### EXTRACTED ENTRIES
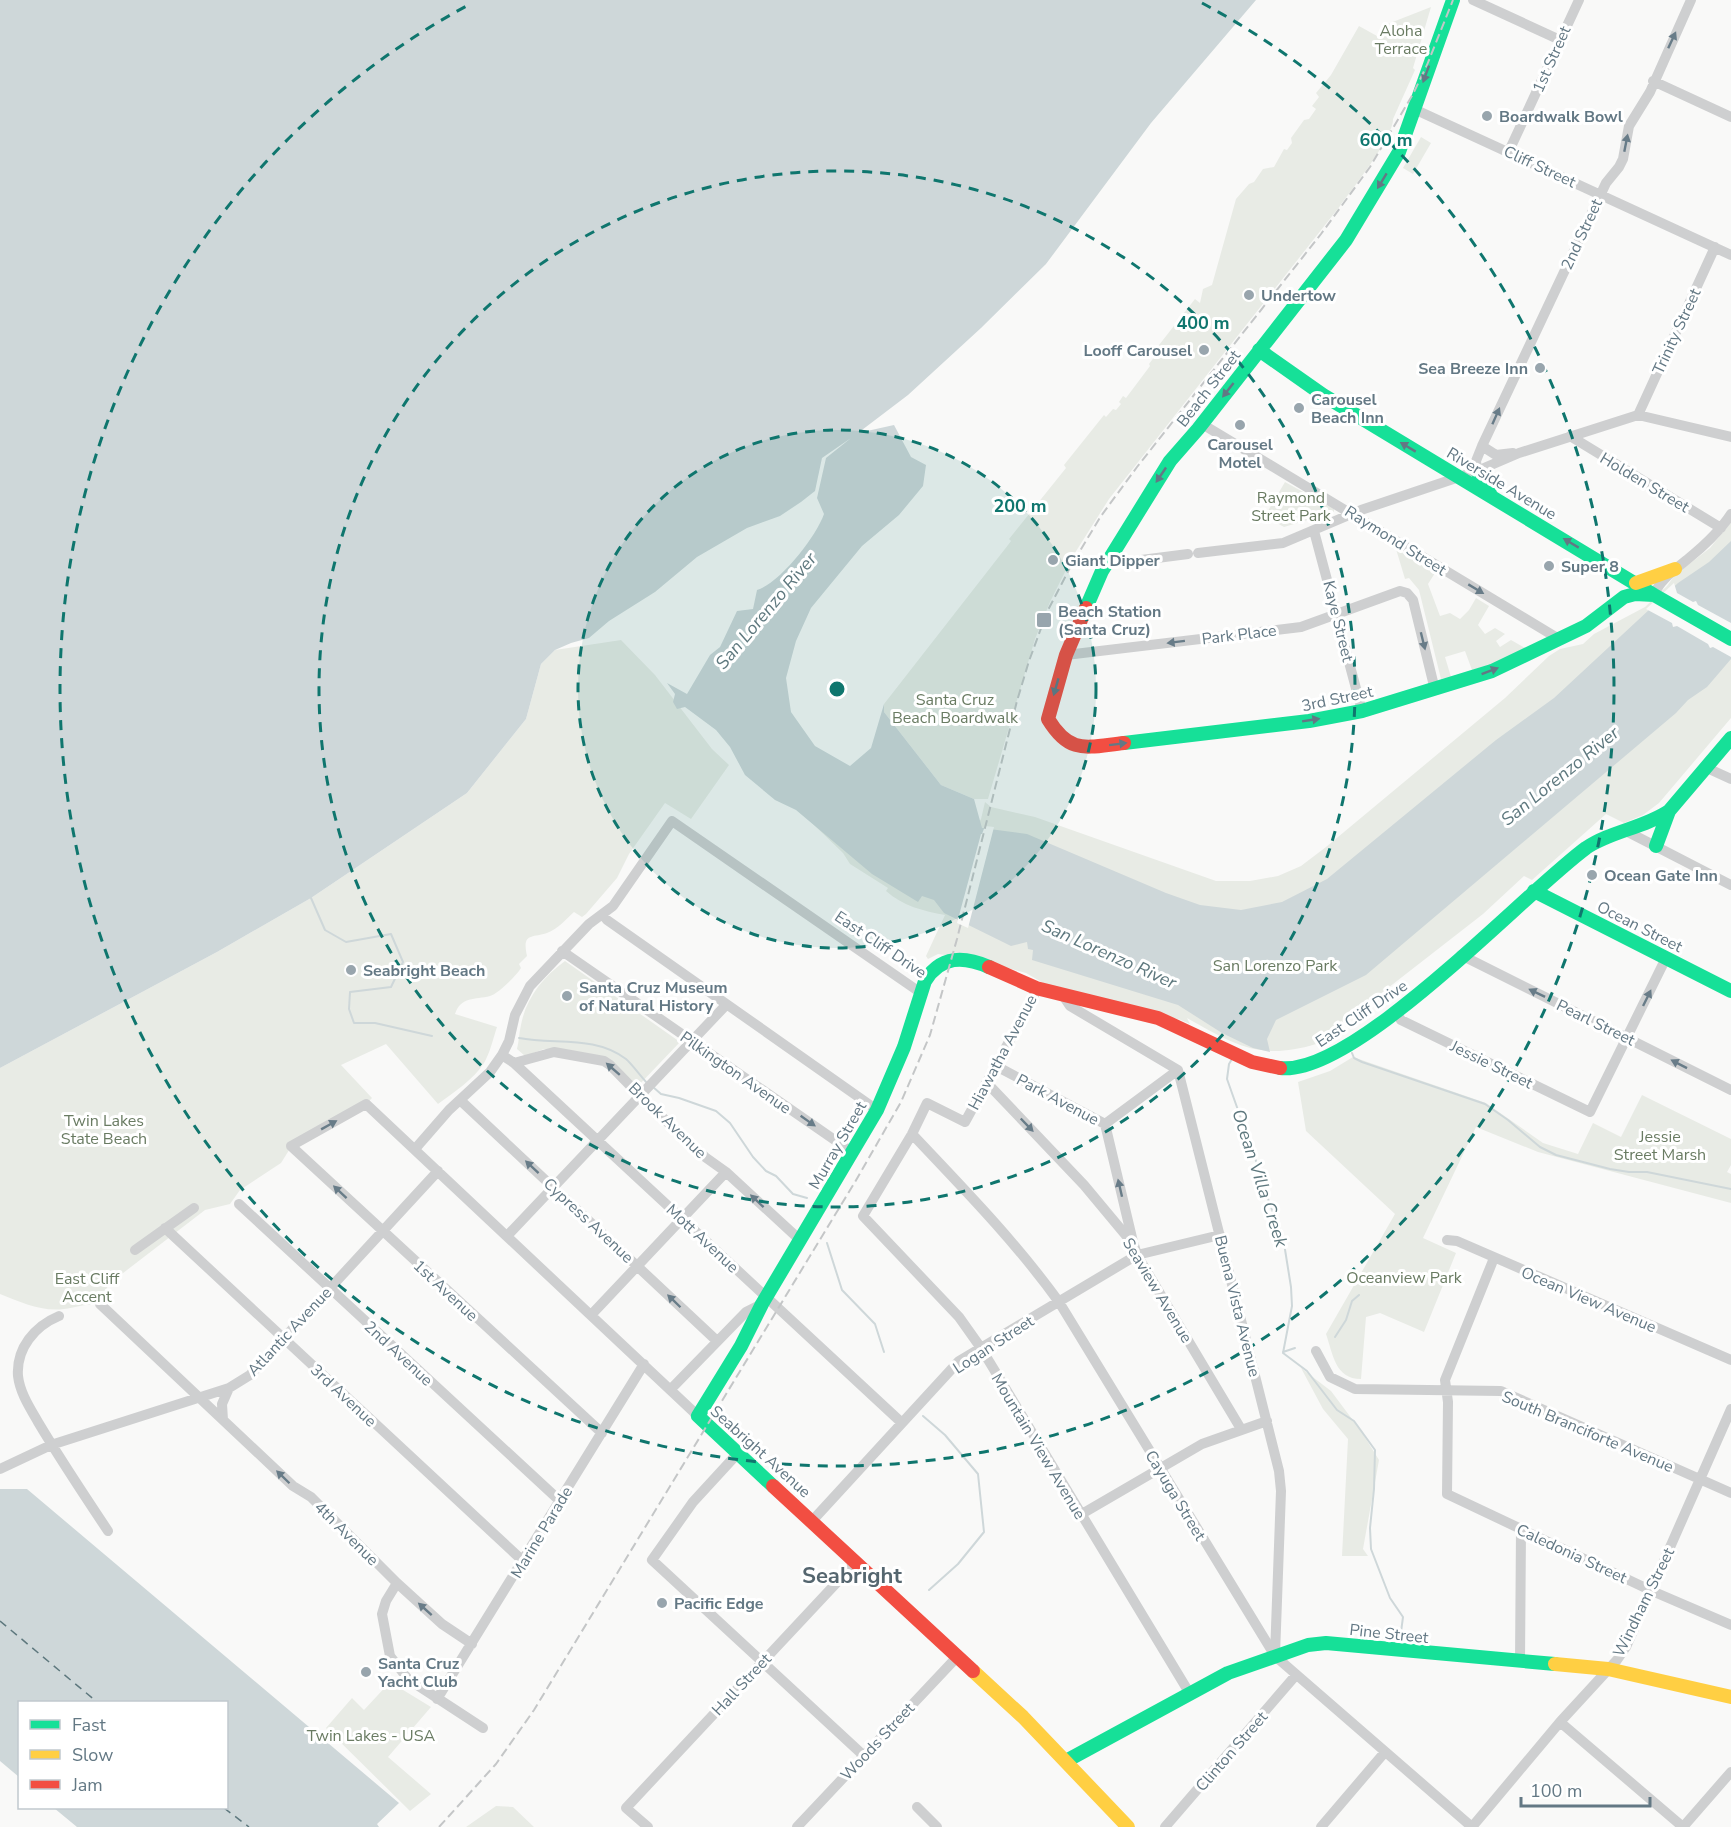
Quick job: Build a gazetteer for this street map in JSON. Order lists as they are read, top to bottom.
{
  "streets": {
    "street": [
      "1st Street",
      "Cliff Street",
      "2nd Street",
      "Trinity Street",
      "Beach Street",
      "Holden Street",
      "Riverside Avenue",
      "Raymond Street",
      "Kaye Street",
      "Park Place",
      "3rd Street",
      "Ocean Street",
      "East Cliff Drive",
      "Pearl Street",
      "Hiawatha Avenue",
      "Jessie Street",
      "Pilkington Avenue",
      "Park Avenue",
      "Brook Avenue",
      "Murray Street",
      "Cypress Avenue",
      "Mott Avenue",
      "1st Avenue",
      "Seaview Avenue",
      "Ocean View Avenue",
      "Buena Vista Avenue",
      "Atlantic Avenue",
      "Logan Street",
      "2nd Avenue",
      "3rd Avenue",
      "South Branciforte Avenue",
      "Mountain View Avenue",
      "Seabright Avenue",
      "Cayuga Street",
      "Marine Parade",
      "4th Avenue",
      "Caledonia Street",
      "Windham Street",
      "Pine Street",
      "Hall Street",
      "Woods Street",
      "Clinton Street"
    ]
  },
  "crossings": [
    ["1st Street", "Cliff Street"],
    ["Cliff Street", "2nd Street"],
    ["Cliff Street", "Trinity Street"],
    ["Cliff Street", "Beach Street"],
    ["Beach Street", "Riverside Avenue"],
    ["Beach Street", "Raymond Street"],
    ["Beach Street", "Park Place"],
    ["Beach Street", "3rd Street"],
    ["Riverside Avenue", "3rd Street"],
    ["Raymond Street", "3rd Street"],
    ["Kaye Street", "Park Place"],
    ["Kaye Street", "3rd Street"],
    ["Park Place", "3rd Street"],
    ["Ocean Street", "East Cliff Drive"],
    ["East Cliff Drive", "Pearl Street"],
    ["East Cliff Drive", "Hiawatha Avenue"],
    ["East Cliff Drive", "Jessie Street"],
    ["East Cliff Drive", "Pilkington Avenue"],
    ["East Cliff Drive", "Murray Street"],
    ["East Cliff Drive", "Cypress Avenue"],
    ["East Cliff Drive", "Mott Avenue"],
    ["East Cliff Drive", "Seabright Avenue"],
    ["Pearl Street", "Jessie Street"],
    ["Hiawatha Avenue", "Park Avenue"],
    ["Hiawatha Avenue", "Seaview Avenue"],
    ["Hiawatha Avenue", "Mountain View Avenue"],
    ["Hiawatha Avenue", "Cayuga Street"],
    ["Pilkington Avenue", "Murray Street"],
    ["Park Avenue", "Seaview Avenue"],
    ["Park Avenue", "Logan Street"],
    ["Brook Avenue", "Murray Street"],
    ["Brook Avenue", "Mott Avenue"],
    ["Murray Street", "Cypress Avenue"],
    ["Murray Street", "Mott Avenue"],
    ["Murray Street", "Seabright Avenue"],
    ["Mott Avenue", "Logan Street"],
    ["1st Avenue", "Atlantic Avenue"],
    ["1st Avenue", "Seabright Avenue"],
    ["1st Avenue", "Marine Parade"],
    ["Seaview Avenue", "Logan Street"],
    ["Buena Vista Avenue", "Logan Street"],
    ["Buena Vista Avenue", "Cayuga Street"],
    ["Buena Vista Avenue", "Pine Street"],
    ["Atlantic Avenue", "2nd Avenue"],
    ["Atlantic Avenue", "3rd Avenue"],
    ["Atlantic Avenue", "Seabright Avenue"],
    ["Atlantic Avenue", "4th Avenue"],
    ["Logan Street", "Mountain View Avenue"],
    ["Logan Street", "Seabright Avenue"],
    ["Logan Street", "Cayuga Street"],
    ["2nd Avenue", "Marine Parade"],
    ["3rd Avenue", "Marine Parade"],
    ["South Branciforte Avenue", "Caledonia Street"],
    ["South Branciforte Avenue", "Windham Street"],
    ["Mountain View Avenue", "Pine Street"],
    ["Seabright Avenue", "Marine Parade"],
    ["Seabright Avenue", "Pine Street"],
    ["Seabright Avenue", "Hall Street"],
    ["Seabright Avenue", "Woods Street"],
    ["Cayuga Street", "Windham Street"],
    ["Cayuga Street", "Pine Street"],
    ["Cayuga Street", "Clinton Street"],
    ["Marine Parade", "4th Avenue"],
    ["Caledonia Street", "Windham Street"],
    ["Windham Street", "Pine Street"]
  ],
  "one_way": [
    "2nd Street",
    "Beach Street",
    "Riverside Avenue",
    "Raymond Street",
    "3rd Street",
    "Pearl Street",
    "Park Avenue",
    "Brook Avenue",
    "Cypress Avenue",
    "Seaview Avenue",
    "4th Avenue"
  ],
  "districts": ["Seabright"],
  "water": ["San Lorenzo River", "Ocean Villa Creek"],
  "parks": [
    "Aloha Terrace",
    "Raymond Street Park",
    "Santa Cruz Beach Boardwalk",
    "San Lorenzo Park",
    "Twin Lakes State Beach",
    "Jessie Street Marsh",
    "Oceanview Park",
    "East Cliff Accent",
    "Twin Lakes - USA"
  ],
  "places": {
    "other": [
      "Boardwalk Bowl",
      "Undertow",
      "Looff Carousel",
      "Sea Breeze Inn",
      "Carousel Beach Inn",
      "Carousel Motel",
      "Giant Dipper",
      "Super 8",
      "Ocean Gate Inn",
      "Seabright Beach",
      "Santa Cruz Museum of Natural History",
      "Pacific Edge",
      "Santa Cruz Yacht Club"
    ],
    "transit": ["Beach Station (Santa Cruz)"]
  },
  "legend": ["Fast", "Slow", "Jam"],
  "scale_bar": "100 m",
  "rings": ["600 m", "400 m", "200 m"]
}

### WORK TASK
Write the data above out again exactly, minus its pictures.

### FINAL ANSWER
Quick job: Build a gazetteer for this street map in JSON. Order lists as they are read, top to bottom.
{
  "streets": {
    "street": [
      "1st Street",
      "Cliff Street",
      "2nd Street",
      "Trinity Street",
      "Beach Street",
      "Holden Street",
      "Riverside Avenue",
      "Raymond Street",
      "Kaye Street",
      "Park Place",
      "3rd Street",
      "Ocean Street",
      "East Cliff Drive",
      "Pearl Street",
      "Hiawatha Avenue",
      "Jessie Street",
      "Pilkington Avenue",
      "Park Avenue",
      "Brook Avenue",
      "Murray Street",
      "Cypress Avenue",
      "Mott Avenue",
      "1st Avenue",
      "Seaview Avenue",
      "Ocean View Avenue",
      "Buena Vista Avenue",
      "Atlantic Avenue",
      "Logan Street",
      "2nd Avenue",
      "3rd Avenue",
      "South Branciforte Avenue",
      "Mountain View Avenue",
      "Seabright Avenue",
      "Cayuga Street",
      "Marine Parade",
      "4th Avenue",
      "Caledonia Street",
      "Windham Street",
      "Pine Street",
      "Hall Street",
      "Woods Street",
      "Clinton Street"
    ]
  },
  "crossings": [
    ["1st Street", "Cliff Street"],
    ["Cliff Street", "2nd Street"],
    ["Cliff Street", "Trinity Street"],
    ["Cliff Street", "Beach Street"],
    ["Beach Street", "Riverside Avenue"],
    ["Beach Street", "Raymond Street"],
    ["Beach Street", "Park Place"],
    ["Beach Street", "3rd Street"],
    ["Riverside Avenue", "3rd Street"],
    ["Raymond Street", "3rd Street"],
    ["Kaye Street", "Park Place"],
    ["Kaye Street", "3rd Street"],
    ["Park Place", "3rd Street"],
    ["Ocean Street", "East Cliff Drive"],
    ["East Cliff Drive", "Pearl Street"],
    ["East Cliff Drive", "Hiawatha Avenue"],
    ["East Cliff Drive", "Jessie Street"],
    ["East Cliff Drive", "Pilkington Avenue"],
    ["East Cliff Drive", "Murray Street"],
    ["East Cliff Drive", "Cypress Avenue"],
    ["East Cliff Drive", "Mott Avenue"],
    ["East Cliff Drive", "Seabright Avenue"],
    ["Pearl Street", "Jessie Street"],
    ["Hiawatha Avenue", "Park Avenue"],
    ["Hiawatha Avenue", "Seaview Avenue"],
    ["Hiawatha Avenue", "Mountain View Avenue"],
    ["Hiawatha Avenue", "Cayuga Street"],
    ["Pilkington Avenue", "Murray Street"],
    ["Park Avenue", "Seaview Avenue"],
    ["Park Avenue", "Logan Street"],
    ["Brook Avenue", "Murray Street"],
    ["Brook Avenue", "Mott Avenue"],
    ["Murray Street", "Cypress Avenue"],
    ["Murray Street", "Mott Avenue"],
    ["Murray Street", "Seabright Avenue"],
    ["Mott Avenue", "Logan Street"],
    ["1st Avenue", "Atlantic Avenue"],
    ["1st Avenue", "Seabright Avenue"],
    ["1st Avenue", "Marine Parade"],
    ["Seaview Avenue", "Logan Street"],
    ["Buena Vista Avenue", "Logan Street"],
    ["Buena Vista Avenue", "Cayuga Street"],
    ["Buena Vista Avenue", "Pine Street"],
    ["Atlantic Avenue", "2nd Avenue"],
    ["Atlantic Avenue", "3rd Avenue"],
    ["Atlantic Avenue", "Seabright Avenue"],
    ["Atlantic Avenue", "4th Avenue"],
    ["Logan Street", "Mountain View Avenue"],
    ["Logan Street", "Seabright Avenue"],
    ["Logan Street", "Cayuga Street"],
    ["2nd Avenue", "Marine Parade"],
    ["3rd Avenue", "Marine Parade"],
    ["South Branciforte Avenue", "Caledonia Street"],
    ["South Branciforte Avenue", "Windham Street"],
    ["Mountain View Avenue", "Pine Street"],
    ["Seabright Avenue", "Marine Parade"],
    ["Seabright Avenue", "Pine Street"],
    ["Seabright Avenue", "Hall Street"],
    ["Seabright Avenue", "Woods Street"],
    ["Cayuga Street", "Windham Street"],
    ["Cayuga Street", "Pine Street"],
    ["Cayuga Street", "Clinton Street"],
    ["Marine Parade", "4th Avenue"],
    ["Caledonia Street", "Windham Street"],
    ["Windham Street", "Pine Street"]
  ],
  "one_way": [
    "2nd Street",
    "Beach Street",
    "Riverside Avenue",
    "Raymond Street",
    "3rd Street",
    "Pearl Street",
    "Park Avenue",
    "Brook Avenue",
    "Cypress Avenue",
    "Seaview Avenue",
    "4th Avenue"
  ],
  "districts": ["Seabright"],
  "water": ["San Lorenzo River", "Ocean Villa Creek"],
  "parks": [
    "Aloha Terrace",
    "Raymond Street Park",
    "Santa Cruz Beach Boardwalk",
    "San Lorenzo Park",
    "Twin Lakes State Beach",
    "Jessie Street Marsh",
    "Oceanview Park",
    "East Cliff Accent",
    "Twin Lakes - USA"
  ],
  "places": {
    "other": [
      "Boardwalk Bowl",
      "Undertow",
      "Looff Carousel",
      "Sea Breeze Inn",
      "Carousel Beach Inn",
      "Carousel Motel",
      "Giant Dipper",
      "Super 8",
      "Ocean Gate Inn",
      "Seabright Beach",
      "Santa Cruz Museum of Natural History",
      "Pacific Edge",
      "Santa Cruz Yacht Club"
    ],
    "transit": ["Beach Station (Santa Cruz)"]
  },
  "legend": ["Fast", "Slow", "Jam"],
  "scale_bar": "100 m",
  "rings": ["600 m", "400 m", "200 m"]
}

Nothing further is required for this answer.